PROBLEM TO WORK ON = Your reply must be the number of lines in the entries that hold the word "controls", and nothing else.

RECORDS FOR THIS EXERCISE =
◆ ◆ ◆ ◆
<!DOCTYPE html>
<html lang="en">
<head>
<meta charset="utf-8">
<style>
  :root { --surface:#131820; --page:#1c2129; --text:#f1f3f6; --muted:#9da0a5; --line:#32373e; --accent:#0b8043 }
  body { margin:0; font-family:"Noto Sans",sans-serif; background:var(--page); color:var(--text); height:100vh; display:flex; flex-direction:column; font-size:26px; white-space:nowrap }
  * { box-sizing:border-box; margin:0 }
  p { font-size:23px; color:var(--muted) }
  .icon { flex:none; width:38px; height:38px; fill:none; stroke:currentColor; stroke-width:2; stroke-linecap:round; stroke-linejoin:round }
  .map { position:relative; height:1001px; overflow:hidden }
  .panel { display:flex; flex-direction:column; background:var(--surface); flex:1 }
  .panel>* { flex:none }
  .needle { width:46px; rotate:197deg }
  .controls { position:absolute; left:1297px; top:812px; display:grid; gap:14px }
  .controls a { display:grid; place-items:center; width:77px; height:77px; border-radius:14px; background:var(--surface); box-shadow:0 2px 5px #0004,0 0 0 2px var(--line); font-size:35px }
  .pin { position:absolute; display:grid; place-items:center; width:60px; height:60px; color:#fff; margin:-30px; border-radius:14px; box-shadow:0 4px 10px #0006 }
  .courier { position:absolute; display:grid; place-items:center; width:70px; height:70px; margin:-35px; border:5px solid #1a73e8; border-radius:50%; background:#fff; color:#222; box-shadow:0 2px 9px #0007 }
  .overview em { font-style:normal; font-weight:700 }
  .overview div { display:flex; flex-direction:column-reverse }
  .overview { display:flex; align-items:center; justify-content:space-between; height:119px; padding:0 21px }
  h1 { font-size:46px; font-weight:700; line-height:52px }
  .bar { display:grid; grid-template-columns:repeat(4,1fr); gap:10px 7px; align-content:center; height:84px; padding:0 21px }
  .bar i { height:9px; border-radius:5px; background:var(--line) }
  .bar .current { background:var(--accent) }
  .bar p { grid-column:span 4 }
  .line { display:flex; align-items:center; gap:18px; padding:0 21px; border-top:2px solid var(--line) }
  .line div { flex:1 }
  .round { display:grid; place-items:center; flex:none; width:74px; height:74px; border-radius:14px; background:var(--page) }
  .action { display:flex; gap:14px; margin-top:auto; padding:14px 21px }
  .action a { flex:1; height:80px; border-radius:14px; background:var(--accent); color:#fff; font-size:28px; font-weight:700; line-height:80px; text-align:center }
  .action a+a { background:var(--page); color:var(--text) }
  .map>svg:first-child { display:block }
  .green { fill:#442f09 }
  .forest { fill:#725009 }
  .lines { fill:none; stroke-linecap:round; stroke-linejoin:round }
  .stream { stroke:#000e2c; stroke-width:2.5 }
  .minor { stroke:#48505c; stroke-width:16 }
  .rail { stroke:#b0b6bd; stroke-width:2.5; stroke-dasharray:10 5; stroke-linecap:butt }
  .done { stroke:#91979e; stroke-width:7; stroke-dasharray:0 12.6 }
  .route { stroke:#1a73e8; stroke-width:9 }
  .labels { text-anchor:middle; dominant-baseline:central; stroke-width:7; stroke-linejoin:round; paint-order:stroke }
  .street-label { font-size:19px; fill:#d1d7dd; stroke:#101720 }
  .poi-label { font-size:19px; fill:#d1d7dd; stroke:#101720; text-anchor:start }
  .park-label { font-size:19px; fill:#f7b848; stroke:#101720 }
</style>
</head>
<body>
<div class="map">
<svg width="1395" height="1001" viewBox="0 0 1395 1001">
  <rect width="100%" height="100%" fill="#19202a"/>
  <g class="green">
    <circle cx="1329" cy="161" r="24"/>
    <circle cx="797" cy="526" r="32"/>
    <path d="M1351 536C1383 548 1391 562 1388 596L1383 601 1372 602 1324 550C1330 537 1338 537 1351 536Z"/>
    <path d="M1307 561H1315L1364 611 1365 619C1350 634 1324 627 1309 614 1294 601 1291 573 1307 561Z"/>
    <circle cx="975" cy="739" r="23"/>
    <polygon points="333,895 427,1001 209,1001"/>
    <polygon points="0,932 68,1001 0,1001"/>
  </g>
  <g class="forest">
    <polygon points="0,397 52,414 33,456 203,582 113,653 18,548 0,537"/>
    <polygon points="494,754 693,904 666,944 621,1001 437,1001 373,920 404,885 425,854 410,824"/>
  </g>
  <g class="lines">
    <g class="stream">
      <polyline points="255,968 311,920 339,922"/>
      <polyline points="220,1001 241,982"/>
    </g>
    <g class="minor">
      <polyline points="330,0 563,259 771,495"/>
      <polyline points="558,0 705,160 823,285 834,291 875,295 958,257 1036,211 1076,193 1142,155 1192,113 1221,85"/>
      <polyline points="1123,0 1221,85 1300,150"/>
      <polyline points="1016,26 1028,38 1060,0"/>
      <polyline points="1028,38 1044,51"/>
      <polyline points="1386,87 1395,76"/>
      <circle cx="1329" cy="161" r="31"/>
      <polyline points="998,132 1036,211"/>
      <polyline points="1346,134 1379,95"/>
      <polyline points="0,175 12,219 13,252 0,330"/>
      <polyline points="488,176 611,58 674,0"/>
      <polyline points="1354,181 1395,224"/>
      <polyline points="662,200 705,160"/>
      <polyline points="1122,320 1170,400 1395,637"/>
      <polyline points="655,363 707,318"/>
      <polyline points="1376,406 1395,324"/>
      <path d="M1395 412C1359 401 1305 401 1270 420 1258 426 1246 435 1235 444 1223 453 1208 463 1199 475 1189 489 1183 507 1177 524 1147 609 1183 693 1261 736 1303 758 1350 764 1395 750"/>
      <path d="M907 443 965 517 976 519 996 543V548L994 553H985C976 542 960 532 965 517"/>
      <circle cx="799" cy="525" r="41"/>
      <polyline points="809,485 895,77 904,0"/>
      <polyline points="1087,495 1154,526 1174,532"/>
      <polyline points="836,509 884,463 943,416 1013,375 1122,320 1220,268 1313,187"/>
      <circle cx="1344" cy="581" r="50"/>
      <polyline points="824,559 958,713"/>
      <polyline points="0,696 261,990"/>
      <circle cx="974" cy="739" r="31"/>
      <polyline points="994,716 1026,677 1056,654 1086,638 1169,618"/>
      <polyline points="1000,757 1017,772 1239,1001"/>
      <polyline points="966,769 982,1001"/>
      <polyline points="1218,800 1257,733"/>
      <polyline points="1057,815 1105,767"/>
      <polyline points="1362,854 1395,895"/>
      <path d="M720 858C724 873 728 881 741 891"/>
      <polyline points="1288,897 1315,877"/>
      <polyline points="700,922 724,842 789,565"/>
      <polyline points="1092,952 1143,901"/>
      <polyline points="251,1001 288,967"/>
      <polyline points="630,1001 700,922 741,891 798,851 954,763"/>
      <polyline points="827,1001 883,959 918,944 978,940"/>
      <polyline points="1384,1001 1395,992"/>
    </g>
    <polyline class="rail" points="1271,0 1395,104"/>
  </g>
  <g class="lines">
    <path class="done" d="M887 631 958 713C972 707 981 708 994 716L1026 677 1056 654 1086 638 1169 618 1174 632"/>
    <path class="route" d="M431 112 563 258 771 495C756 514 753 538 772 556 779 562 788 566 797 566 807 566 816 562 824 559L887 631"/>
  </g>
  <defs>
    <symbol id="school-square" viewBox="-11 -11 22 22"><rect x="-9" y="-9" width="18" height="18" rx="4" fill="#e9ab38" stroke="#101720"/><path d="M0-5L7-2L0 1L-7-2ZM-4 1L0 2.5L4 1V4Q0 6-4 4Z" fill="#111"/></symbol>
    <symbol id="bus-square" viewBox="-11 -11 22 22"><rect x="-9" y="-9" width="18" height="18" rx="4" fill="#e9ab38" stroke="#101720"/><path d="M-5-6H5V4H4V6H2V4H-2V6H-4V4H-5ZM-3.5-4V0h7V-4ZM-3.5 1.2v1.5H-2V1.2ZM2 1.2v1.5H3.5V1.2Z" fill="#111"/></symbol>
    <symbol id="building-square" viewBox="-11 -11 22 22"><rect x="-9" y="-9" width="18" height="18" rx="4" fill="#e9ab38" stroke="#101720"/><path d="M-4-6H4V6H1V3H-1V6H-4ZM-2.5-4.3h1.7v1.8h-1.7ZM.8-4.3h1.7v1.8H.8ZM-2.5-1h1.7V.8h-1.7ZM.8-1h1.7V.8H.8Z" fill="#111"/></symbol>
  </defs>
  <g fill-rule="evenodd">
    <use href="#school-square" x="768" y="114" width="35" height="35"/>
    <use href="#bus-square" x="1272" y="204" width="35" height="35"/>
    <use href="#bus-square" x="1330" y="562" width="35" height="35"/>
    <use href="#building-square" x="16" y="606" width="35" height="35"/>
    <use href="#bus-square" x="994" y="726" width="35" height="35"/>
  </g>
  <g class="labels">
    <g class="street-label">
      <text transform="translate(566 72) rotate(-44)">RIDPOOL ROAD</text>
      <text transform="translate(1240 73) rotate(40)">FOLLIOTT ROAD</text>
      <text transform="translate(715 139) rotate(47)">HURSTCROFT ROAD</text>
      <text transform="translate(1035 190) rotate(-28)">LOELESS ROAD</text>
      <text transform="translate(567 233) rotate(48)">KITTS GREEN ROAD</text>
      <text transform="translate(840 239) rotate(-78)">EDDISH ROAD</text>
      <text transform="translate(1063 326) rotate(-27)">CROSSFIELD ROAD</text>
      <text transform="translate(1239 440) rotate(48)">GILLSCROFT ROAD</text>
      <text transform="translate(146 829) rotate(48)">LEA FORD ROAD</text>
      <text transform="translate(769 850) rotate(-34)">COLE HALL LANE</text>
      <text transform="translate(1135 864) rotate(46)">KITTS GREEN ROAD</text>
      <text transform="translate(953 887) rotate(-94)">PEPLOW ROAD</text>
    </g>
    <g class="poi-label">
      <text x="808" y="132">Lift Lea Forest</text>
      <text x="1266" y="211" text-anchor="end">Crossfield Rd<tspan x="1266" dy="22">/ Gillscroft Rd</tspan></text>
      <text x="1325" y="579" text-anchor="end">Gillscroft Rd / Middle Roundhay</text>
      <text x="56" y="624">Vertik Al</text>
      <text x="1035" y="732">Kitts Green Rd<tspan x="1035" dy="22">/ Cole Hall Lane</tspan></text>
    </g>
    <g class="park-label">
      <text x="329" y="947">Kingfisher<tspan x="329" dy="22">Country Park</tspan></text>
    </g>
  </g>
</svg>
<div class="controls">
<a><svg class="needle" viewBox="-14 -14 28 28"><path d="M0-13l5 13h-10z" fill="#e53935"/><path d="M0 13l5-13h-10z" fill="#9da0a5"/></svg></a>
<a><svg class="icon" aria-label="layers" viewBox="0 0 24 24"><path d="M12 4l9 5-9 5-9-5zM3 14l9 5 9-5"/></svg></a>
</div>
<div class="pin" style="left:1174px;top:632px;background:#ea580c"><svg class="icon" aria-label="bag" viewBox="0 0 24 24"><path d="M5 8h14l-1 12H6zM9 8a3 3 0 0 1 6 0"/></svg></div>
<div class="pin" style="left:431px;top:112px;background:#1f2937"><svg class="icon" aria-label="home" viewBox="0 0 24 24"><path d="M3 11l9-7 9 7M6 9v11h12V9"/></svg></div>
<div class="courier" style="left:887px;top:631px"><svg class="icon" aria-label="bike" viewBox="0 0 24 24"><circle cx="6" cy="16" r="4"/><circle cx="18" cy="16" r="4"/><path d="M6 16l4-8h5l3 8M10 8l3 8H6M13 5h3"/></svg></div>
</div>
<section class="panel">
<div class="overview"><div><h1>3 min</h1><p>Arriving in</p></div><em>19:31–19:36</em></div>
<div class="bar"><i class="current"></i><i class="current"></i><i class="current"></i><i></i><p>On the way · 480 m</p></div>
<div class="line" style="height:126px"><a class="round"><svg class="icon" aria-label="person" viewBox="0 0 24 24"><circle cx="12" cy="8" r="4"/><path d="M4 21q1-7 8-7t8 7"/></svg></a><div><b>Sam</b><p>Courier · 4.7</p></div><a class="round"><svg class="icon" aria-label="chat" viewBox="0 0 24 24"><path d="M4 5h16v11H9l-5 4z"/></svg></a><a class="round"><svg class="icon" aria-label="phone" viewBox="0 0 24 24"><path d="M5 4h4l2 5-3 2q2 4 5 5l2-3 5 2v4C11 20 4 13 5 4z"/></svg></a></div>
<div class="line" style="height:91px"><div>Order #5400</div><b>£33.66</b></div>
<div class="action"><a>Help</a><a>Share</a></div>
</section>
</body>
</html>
◆ ◆ ◆ ◆
SOLUTION TO THIS TASK = 3